Amazon Inc (NASDAQ:AMZN) has decided to renew its Prime Rewards card agreement with JPMorgan Chase & Co (NYSE:JPM). For almost two decades, the e-commerce giant had trusted the bank to issue the card, and the announcement quelled any hopes that other banking giants could coup the deal.
Q4 2021 hedge fund letters, conferences and more
Renewal
As reported by CNBC, in mid-2021, Amazon had opened a bid to replace JPMorgan as the issuer and considered the likes of American Express Company (NYSE:AXP) and Synchrony Financial (NYSE:SYF). Mastercard Inc (NYSE:MA) had also expected to dethrone Visa Inc (NYSE:V) as the company’s payments network.
With an estimated 150 million members in the U.S., the Amazon Prime Rewards card is one of the most craved co-brand deals.
One anonymous source told CNBC, “This was a once-in-a lifetime opportunity to penetrate Amazon and have a step-change in your card business. If Chase were to lose it, it would be the shot heard around the payments world. Any winner would gain instant credibility and a new growth story for Wall Street.”
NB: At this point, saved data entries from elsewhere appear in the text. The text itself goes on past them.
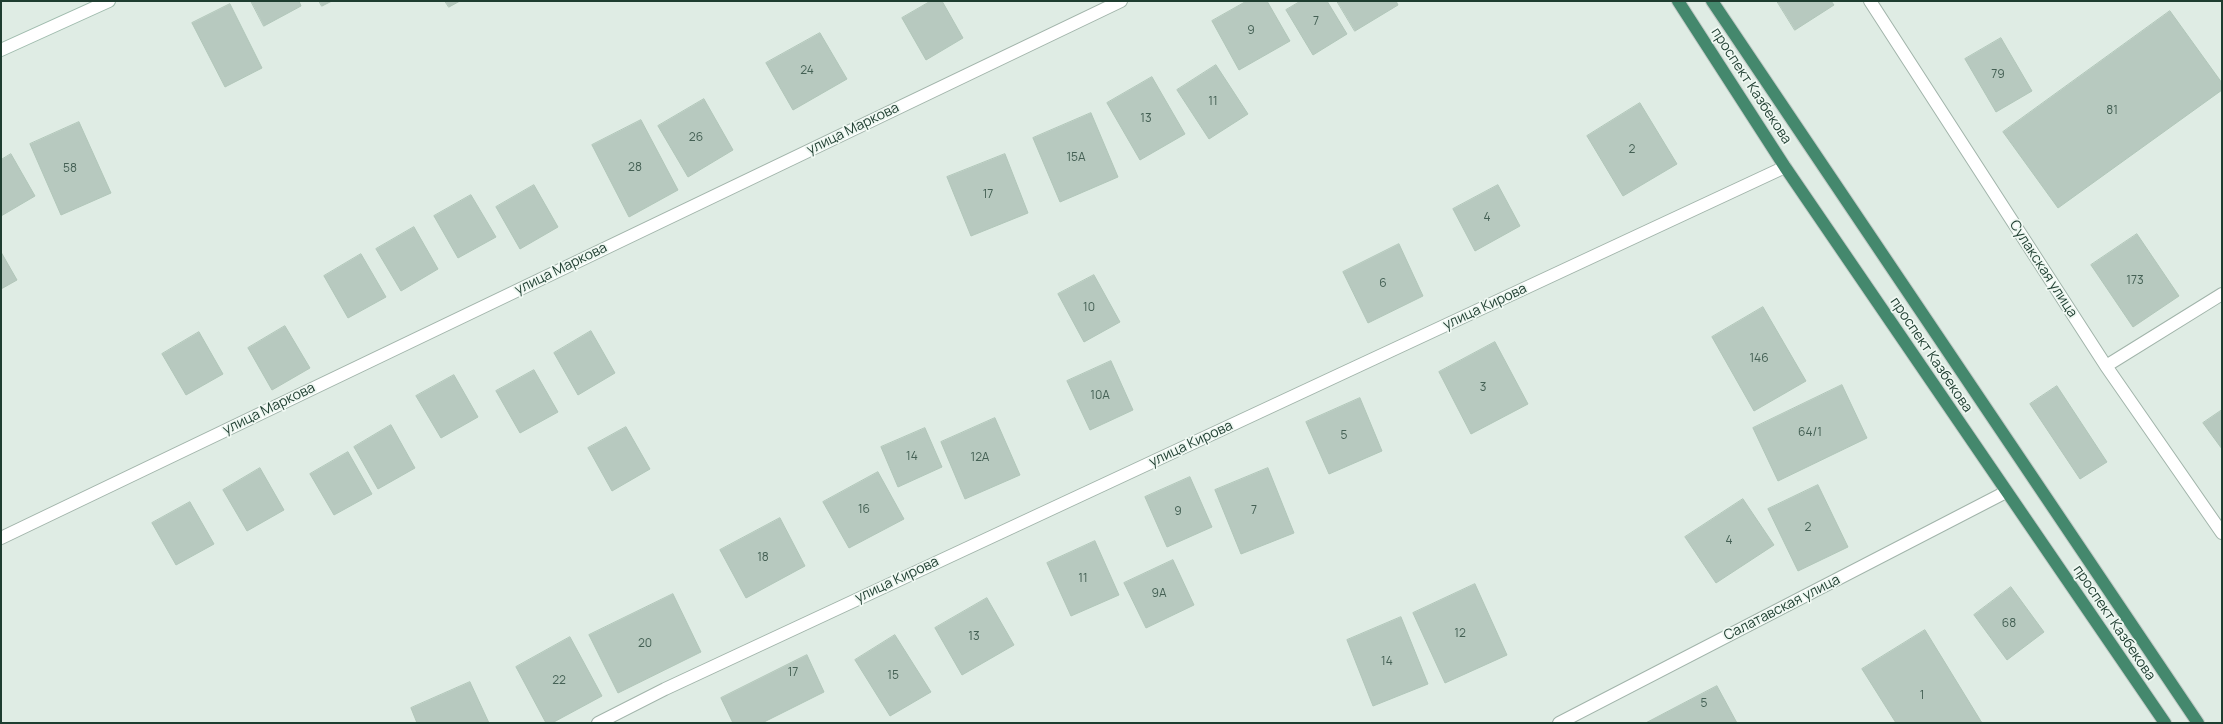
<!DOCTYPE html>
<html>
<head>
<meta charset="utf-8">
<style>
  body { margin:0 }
  #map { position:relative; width:2223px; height:724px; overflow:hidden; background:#dfece4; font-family:Manrope,sans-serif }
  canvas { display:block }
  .frame { position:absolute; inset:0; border:2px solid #1e3d30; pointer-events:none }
</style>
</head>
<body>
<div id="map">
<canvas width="2223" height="724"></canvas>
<div class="frame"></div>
</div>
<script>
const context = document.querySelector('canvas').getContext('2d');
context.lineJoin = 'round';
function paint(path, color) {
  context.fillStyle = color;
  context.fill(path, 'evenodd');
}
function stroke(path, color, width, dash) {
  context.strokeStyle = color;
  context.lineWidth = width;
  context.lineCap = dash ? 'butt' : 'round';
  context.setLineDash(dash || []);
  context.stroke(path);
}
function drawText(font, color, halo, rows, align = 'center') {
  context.font = font + ' Manrope,sans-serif';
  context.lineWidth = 3.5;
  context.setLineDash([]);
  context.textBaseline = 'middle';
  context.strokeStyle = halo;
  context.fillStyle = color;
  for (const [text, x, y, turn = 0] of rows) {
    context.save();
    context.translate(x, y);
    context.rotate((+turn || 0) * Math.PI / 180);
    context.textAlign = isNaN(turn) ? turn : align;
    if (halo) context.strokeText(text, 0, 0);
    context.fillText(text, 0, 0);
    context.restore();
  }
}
const building = new Path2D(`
  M 251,1 L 299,1 L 301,6 L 264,26 Z
  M 319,1 L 332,1 L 322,6 Z
  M 445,1 L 460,1 L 449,7 Z
  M 931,1 L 942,1 L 963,38 L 926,60 L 902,18 Z
  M 1247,1 L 1267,1 L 1290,41 L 1239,70 L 1212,21 Z
  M 1301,1 L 1327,1 L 1347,34 L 1313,55 L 1286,10 Z
  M 1337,1 L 1396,1 L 1398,5 L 1355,31 Z
  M 1777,1 L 1831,1 L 1834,5 L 1795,30 Z
  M 230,4 L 262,68 L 225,87 L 192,23 Z
  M 2170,11 L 2222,83 L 2222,90 L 2058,208 L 2003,132 Z
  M 820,33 L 847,79 L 793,110 L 766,63 Z
  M 2001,38 L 2032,91 L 1996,112 L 1965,59 Z
  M 1216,65 L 1248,114 L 1209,139 L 1177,90 Z
  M 1152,77 L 1185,134 L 1140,160 L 1107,103 Z
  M 704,99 L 733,150 L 688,177 L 658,126 Z
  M 1640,103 L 1677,164 L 1623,196 L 1587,136 Z
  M 1091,113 L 1118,177 L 1060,202 L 1033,138 Z
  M 641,120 L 678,190 L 629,217 L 592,145 Z
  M 79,122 L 111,193 L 61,215 L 30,144 Z
  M 11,154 L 35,196 L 1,216 L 1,160 Z
  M 1005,154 L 1028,213 L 971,236 L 947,177 Z
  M 534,185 L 558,227 L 520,249 L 496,207 Z
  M 1498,185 L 1520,226 L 1475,251 L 1453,209 Z
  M 471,195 L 496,237 L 458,258 L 434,216 Z
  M 414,227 L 438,269 L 401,291 L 376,249 Z
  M 2137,234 L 2179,296 L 2133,327 L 2091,265 Z
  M 1399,244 L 1423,296 L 1368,323 L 1343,272 Z
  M 1,252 L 17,280 L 1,289 Z
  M 361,254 L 386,297 L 348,318 L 324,276 Z
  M 1094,275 L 1120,322 L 1084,342 L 1058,294 Z
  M 1763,307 L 1806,381 L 1754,411 L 1712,337 Z
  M 285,326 L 310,368 L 272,390 L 248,348 Z
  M 591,331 L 615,373 L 578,395 L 554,353 Z
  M 199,332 L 223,374 L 186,395 L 162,354 Z
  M 1495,342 L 1528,404 L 1471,434 L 1439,372 Z
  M 1111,361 L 1133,410 L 1090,430 L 1067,381 Z
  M 534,370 L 558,412 L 520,433 L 496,391 Z
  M 454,375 L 478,417 L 441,438 L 416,396 Z
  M 1842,385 L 1867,438 L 1778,481 L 1753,428 Z
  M 2057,386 L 2107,462 L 2080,479 L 2030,404 Z
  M 1360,398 L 1382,451 L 1329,474 L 1306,422 Z
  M 2222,410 L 2222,449 L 2203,423 Z
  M 995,418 L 1020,475 L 965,499 L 941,442 Z
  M 391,425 L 415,468 L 378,489 L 354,447 Z
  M 626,427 L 650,469 L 612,491 L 588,448 Z
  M 925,428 L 942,467 L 898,487 L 881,447 Z
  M 348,452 L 372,494 L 334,515 L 310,474 Z
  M 260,468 L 284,510 L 247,531 L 223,490 Z
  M 1268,468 L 1294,533 L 1241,554 L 1215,490 Z
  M 878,472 L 904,519 L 849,548 L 823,502 Z
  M 1190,477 L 1212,527 L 1167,547 L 1145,497 Z
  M 1818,485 L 1848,547 L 1798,571 L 1768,509 Z
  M 1743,499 L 1774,545 L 1716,583 L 1685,537 Z
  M 190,502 L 214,544 L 176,565 L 152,523 Z
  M 780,518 L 805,566 L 746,598 L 720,550 Z
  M 1095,541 L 1119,595 L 1071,616 L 1047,563 Z
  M 1173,560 L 1194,605 L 1146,628 L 1124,583 Z
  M 1475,584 L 1507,655 L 1445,683 L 1413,613 Z
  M 2011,587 L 2044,632 L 2007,660 L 1974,615 Z
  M 673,594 L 701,652 L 618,693 L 589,635 Z
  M 987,598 L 1014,645 L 962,675 L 935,628 Z
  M 1401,617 L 1428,684 L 1373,706 L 1347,640 Z
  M 1925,630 L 1982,723 L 1896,723 L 1862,669 Z
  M 895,635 L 931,692 L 890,716 L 855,660 Z
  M 570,637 L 602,696 L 552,723 L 546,723 L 516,667 Z
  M 807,655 L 824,692 L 762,723 L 733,723 L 721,698 Z
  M 470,682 L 489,723 L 417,723 L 411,708 Z
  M 1717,686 L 1737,723 L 1646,723 Z`);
const minor = new Path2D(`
  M 1870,1 L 2106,366 L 2222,533
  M 2106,366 L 2222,294
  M 1,538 L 1121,1
  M 598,723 L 665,689 L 1785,167
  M 1559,723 L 2006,492`);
const secondary = new Path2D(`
  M 1,50 L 109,1`);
const trunk = new Path2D(`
  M 1678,1 L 1785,167 L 2165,723
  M 1712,1 L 2198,723`);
const numberNames = [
  ["7",1316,22],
  ["9",1251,31],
  ["24",807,71],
  ["79",1998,75],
  ["11",1213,102],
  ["81",2112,111],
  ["13",1146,119],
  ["26",696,138],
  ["2",1632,150],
  ["15А",1076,158],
  ["28",635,168],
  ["58",70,169],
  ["17",988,195],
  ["4",1487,218],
  ["173",2135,281],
  ["6",1383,284],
  ["10",1089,308],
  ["146",1759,359],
  ["3",1483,388],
  ["10А",1100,396],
  ["64/1",1810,433],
  ["5",1344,436],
  ["14",912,457],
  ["12А",980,458],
  ["16",864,510],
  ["7",1254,511],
  ["9",1178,512],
  ["2",1808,528],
  ["4",1729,541],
  ["18",763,558],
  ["11",1083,579],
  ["9А",1159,594],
  ["68",2009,624],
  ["12",1460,634],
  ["13",974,637],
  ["20",645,644],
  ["14",1387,662],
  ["17",793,673],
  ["15",893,676],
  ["22",559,681],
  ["1",1922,696],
  ["5",1704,704]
];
const streetNames = [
  ["проспект Казбекова",1751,86,57],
  ["улица Маркова",853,129,-26],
  ["улица Маркова",561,269,-26],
  ["Сулакская улица",2043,269,57],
  ["улица Кирова",1485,307,-25],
  ["проспект Казбекова",1931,355,56],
  ["улица Маркова",269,409,-26],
  ["улица Кирова",1191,444,-25],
  ["улица Кирова",897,580,-25],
  ["Салатавская улица",1782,608,-27],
  ["проспект Казбекова",2114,623,56]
];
paint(building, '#b7c9bf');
stroke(building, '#b1c6b9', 1);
stroke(minor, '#a1b4aa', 14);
stroke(secondary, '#9fbbad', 14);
stroke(trunk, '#c0c9c5', 14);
stroke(minor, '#fff', 12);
stroke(secondary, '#fff', 12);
stroke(trunk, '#44886d', 12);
drawText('12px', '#446054', null, numberNames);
drawText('14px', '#1e3d30', '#eff8f2', streetNames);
</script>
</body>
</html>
Sources also say Chase holds a total of $20 billion worth in Prime customers loans, a portfolio the bank threatened to sell and walk away with amid the card’s negotiations.
Long Relationship
Contracts for co-branded credit cards with big businesses such as Amazon, Costco Wholesale Corporation (NASDAQ:COST) and American Airlines Group Inc (NASDAQ:AAL) are some of the hottest deals in finance at present.
Banks secure plenty of loyal customers who use these cards to spend billions of dollars every year. Meanwhile, the payment method offers cashback promotions, discounts, and points people can later redeem in products or services.
“The biggest pacts can make up a disproportionate share of an issuer’s business; American Express lost 10% of its cards in circulation when Citigroup won the bid for Costco’s card in 2015,” CNBC reports.
Amazon is set to continue with JPMorgan and Visa as its payments network. Bezos’ company first came in contact with Bank One, a lender based in Chicago with Jamie Dimon as CEO at the time.
The bank signed up the then-emerging e-commerce website to a card deal, and the relationship with JPMorgan was established when the latter acquired Bank One two years later.